Segment Start: Given records

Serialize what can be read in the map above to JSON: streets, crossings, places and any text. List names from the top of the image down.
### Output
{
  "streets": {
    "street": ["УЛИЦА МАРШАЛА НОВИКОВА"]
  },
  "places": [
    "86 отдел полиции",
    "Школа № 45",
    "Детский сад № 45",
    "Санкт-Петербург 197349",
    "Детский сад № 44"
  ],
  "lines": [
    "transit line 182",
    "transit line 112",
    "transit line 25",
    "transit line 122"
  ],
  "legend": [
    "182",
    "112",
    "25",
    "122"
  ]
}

Segment End: Given records

### Task description
Repeat each of the entries above precisely as given.

### Exercise answer
Serialize what can be read in the map above to JSON: streets, crossings, places and any text. List names from the top of the image down.
### Output
{
  "streets": {
    "street": ["УЛИЦА МАРШАЛА НОВИКОВА"]
  },
  "places": [
    "86 отдел полиции",
    "Школа № 45",
    "Детский сад № 45",
    "Санкт-Петербург 197349",
    "Детский сад № 44"
  ],
  "lines": [
    "transit line 182",
    "transit line 112",
    "transit line 25",
    "transit line 122"
  ],
  "legend": [
    "182",
    "112",
    "25",
    "122"
  ]
}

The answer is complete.